The Return of the Space Visionaries

In 1969, the year that astronauts first walked on the Moon, Princeton physics professor Gerard K. O’Neill, “almost as a joke,” posed a theoretical exercise for his students: Is Planet Earth the best location for a growing techno -industrial civilization?

Working through calculations with them, he came to conclude that Earth is indeed not the best location — that other planets, and space itself, would be a better venue for an expanding technological species, offering more energy and raw materials, and risking less pollution of our home planet.

O’Neill expanded the ideas into the now-classic 1977 book The High Frontier. It imagined large spinning habitats built from lunar materials and housing thousands of people. It would be paid for by selling power, using huge arrays, also from lunar materials, to collect sunlight and beam it down to Earth in the form of microwaves. Most industrial activity would be moved off of the home planet, which would become a giant nature park for both inhabitants and tourists visiting from space.

The idea inspired a movement. The L-5 Society — named for one of the stable points equidistant from the Earth and the Moon in the lunar orbital plane, where O’Neill envisioned the habitats might reside — was founded in 1975 to advocate for his vision.

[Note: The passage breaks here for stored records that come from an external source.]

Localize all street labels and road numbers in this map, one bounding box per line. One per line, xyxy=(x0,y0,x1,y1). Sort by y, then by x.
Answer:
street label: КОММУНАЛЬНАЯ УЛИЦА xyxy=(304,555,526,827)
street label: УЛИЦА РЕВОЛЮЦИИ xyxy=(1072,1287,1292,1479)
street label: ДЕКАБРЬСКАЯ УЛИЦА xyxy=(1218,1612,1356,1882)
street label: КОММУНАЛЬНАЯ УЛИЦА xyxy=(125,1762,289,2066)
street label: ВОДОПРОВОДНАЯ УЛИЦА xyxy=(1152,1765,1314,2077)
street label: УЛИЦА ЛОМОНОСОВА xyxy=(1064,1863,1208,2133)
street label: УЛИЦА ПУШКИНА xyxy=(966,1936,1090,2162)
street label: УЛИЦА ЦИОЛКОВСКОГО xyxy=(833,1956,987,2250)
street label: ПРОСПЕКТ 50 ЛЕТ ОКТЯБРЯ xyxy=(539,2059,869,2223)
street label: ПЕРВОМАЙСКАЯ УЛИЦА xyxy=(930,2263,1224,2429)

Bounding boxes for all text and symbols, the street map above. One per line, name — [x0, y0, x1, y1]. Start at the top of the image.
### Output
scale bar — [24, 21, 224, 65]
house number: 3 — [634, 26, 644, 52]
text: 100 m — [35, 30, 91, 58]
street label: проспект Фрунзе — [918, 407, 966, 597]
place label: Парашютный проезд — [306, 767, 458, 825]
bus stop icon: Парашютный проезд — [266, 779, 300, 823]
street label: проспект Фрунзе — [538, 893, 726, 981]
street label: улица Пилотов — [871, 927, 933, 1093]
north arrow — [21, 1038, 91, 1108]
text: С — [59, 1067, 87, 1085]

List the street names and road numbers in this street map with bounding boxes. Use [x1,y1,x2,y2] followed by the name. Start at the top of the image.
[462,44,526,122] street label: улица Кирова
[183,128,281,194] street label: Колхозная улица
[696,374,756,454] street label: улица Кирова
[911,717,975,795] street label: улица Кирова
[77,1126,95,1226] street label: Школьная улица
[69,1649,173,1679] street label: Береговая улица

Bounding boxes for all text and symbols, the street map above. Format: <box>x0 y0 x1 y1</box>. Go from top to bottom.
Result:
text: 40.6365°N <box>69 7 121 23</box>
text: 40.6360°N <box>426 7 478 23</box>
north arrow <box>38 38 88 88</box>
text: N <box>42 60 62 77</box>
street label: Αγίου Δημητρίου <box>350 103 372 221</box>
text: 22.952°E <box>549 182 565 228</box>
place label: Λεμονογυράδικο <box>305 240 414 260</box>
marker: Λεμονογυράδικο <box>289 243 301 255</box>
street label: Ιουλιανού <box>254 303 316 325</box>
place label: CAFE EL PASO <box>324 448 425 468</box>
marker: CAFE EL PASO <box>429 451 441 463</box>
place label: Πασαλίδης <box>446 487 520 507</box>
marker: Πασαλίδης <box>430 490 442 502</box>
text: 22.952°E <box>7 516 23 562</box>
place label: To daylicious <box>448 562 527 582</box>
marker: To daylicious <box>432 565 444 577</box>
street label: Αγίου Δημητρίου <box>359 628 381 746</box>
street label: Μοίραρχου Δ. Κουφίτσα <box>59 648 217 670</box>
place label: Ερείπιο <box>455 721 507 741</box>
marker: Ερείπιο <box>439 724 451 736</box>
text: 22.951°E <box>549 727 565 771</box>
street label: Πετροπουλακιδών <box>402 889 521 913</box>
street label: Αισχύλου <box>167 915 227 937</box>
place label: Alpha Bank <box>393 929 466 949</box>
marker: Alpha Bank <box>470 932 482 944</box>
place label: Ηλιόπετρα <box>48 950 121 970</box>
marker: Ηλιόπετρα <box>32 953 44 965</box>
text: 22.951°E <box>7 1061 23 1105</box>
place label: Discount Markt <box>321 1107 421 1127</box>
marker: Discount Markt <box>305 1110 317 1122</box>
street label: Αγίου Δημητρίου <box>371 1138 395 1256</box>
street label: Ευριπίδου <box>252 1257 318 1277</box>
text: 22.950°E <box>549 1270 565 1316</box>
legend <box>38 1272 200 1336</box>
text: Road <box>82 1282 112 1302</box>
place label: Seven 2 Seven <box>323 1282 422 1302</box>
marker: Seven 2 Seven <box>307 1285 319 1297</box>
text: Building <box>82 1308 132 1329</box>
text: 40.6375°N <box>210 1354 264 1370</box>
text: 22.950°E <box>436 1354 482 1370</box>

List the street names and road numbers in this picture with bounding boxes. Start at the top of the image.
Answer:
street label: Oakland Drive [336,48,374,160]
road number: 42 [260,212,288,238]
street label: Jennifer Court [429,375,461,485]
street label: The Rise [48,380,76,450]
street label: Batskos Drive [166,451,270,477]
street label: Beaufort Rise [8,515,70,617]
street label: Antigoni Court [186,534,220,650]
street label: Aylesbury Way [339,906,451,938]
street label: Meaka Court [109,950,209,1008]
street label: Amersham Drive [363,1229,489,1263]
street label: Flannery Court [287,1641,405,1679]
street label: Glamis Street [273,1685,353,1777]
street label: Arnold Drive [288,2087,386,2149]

O’Neill’s vision is strikingly similar to the ones being offered by today’s aspiring space tycoons, most notably Elon Musk, founder of Space Exploration Technologies (SpaceX), and Jeff Bezos, founder of Blue Origin. Musk, though focused like a laser on Mars, talks about “Making Humans a Multi-Planetary Species,” as the title of a technical article he published last year put it. Bezos, for his part, doesn’t confine his ambition even to settling other planets. His stated long-term goal is to get millions of people off of Earth, where they can pursue their own dreams, whatever those may be, whether on other planets or in permanent settlements in space itself.